What sort of questions immediately come up as soon as we see repentance as our own work? How much do I have to repent? How long do I need to be repentant for? What do I need to repent of? How do I know that I’m truly repentant? How do I know God considers me truly repentant?
Such questions haunt the back of our minds and we are never comforted, never assured.
And this is why true repentance, true Christian, biblical repentance turns around and comes right back to the very same truth which all of Christianity celebrates. Repentance is a gift given to us when God’s Word enters our hearts.
What does Scripture say? It says that God’s Word does not return to Him void. When God created Adam and Eve, he breathed into them, in other words His Spirit and His Word went into them and created life. When God spoke to Abraham it caused faith in his heart and he believed and he was righteous. When God told the young shepherd David that he would be king of Israel, that word, that message, changed the heart of David and he believed. When John the Baptist proclaimed the coming Christ, calling people to repentance, washing them with water and Word, the power of God’s Word penetrated their hearts, convicting them of their sin and cleansing them from their unrighteousness.
Repentance isn’t about covering all your bases or anything like that. Imagine going through life always looking down at your feet to make sure you aren’t stepping on any cracks or on some old gum. Imagine all the wonderful things you’d miss. That’s not the path of the Christian faith God has given us! That’s not repentance.
Anyone who says to you “you can’t drink alcohol – it’s a sin!”…they don’t know what they’re talking about; they don’t know the Gospel. Anyone who says to you “women can’t wear pants, only dresses, otherwise it’s a sin”; they have no idea what God’s Word means. The true sin is disbelief; not trusting in God’s grace and mercy, but trusting in your own works, you own ability, your own attempts to repent.
Look at our confession of sins that we used earlier: Most merciful God, we confess that we are by nature sinful and unclean. We say that because it’s true! We have sinned against YOU in thought, word, and deed, by what we have done and by what we have left undone. We say this because it’s true – it’s not magic; not magic words. We have NOT loved you with our whole heart; we have NOT loved our neighbors as ourselves; we DO justly deserve your temporal and eternal punishment. This IS reality!

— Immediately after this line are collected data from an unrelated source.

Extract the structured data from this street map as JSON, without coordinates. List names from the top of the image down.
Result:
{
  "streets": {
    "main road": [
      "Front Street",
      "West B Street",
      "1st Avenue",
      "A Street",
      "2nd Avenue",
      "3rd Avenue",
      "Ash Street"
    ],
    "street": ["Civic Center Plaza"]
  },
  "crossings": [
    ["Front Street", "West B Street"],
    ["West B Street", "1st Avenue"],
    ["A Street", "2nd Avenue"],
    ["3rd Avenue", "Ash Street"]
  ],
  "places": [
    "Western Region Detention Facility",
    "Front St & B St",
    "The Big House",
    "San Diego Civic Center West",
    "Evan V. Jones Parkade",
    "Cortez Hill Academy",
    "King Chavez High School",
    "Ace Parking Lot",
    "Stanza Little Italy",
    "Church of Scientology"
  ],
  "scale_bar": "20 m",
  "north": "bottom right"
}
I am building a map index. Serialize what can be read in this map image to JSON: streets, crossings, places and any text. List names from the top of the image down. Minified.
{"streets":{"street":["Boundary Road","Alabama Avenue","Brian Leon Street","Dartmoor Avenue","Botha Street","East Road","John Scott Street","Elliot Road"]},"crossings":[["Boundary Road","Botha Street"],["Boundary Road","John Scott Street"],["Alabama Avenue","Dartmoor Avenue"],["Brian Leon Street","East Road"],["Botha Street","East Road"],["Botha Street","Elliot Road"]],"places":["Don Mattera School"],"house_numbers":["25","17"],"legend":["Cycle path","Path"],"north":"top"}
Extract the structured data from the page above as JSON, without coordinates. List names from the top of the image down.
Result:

But it is also true that we are sorry for these sins, and that we truly repent of them because, for the sake of our Lord Jesus Christ, God has had mercy on us, and has forgiven us, and renewed us, and continues to lead us, and by His grace alone we are able to walk in His ways and delight in His will to His glory.
This is true – this repentance is true – and because it is true it is also true and most real that you are absolved of you sins. It’s not a magic thing that the pastor says which magically forgives you of your sins, but what it is is a promise, a guarantee, that the forgiveness of God on account of Christ is for you, and is complete and total with no strings attached; and it’s for me and it’s for pastor Piotr as well.
And you see this is what John the Baptist preached – this is what he did. He came calling people to repentance, proclaiming the Word of God, washing them of their sins, preparing them for the coming Christ.
And part of this Advent season is about that – a time of preparation and repentance. A time where we look back, we look to the now and we look ahead. Looking back to the Christ child in the manger, looking to the now and recognizing what He did for us on the cross, and looking ahead to when He will come again in glory to lead us home.
May God continue to prepare us for Christ’s return through repentance, confession, absolution, through Word, through sacrament, through prayer, through fellowship, and through Christ our Lord, Amen.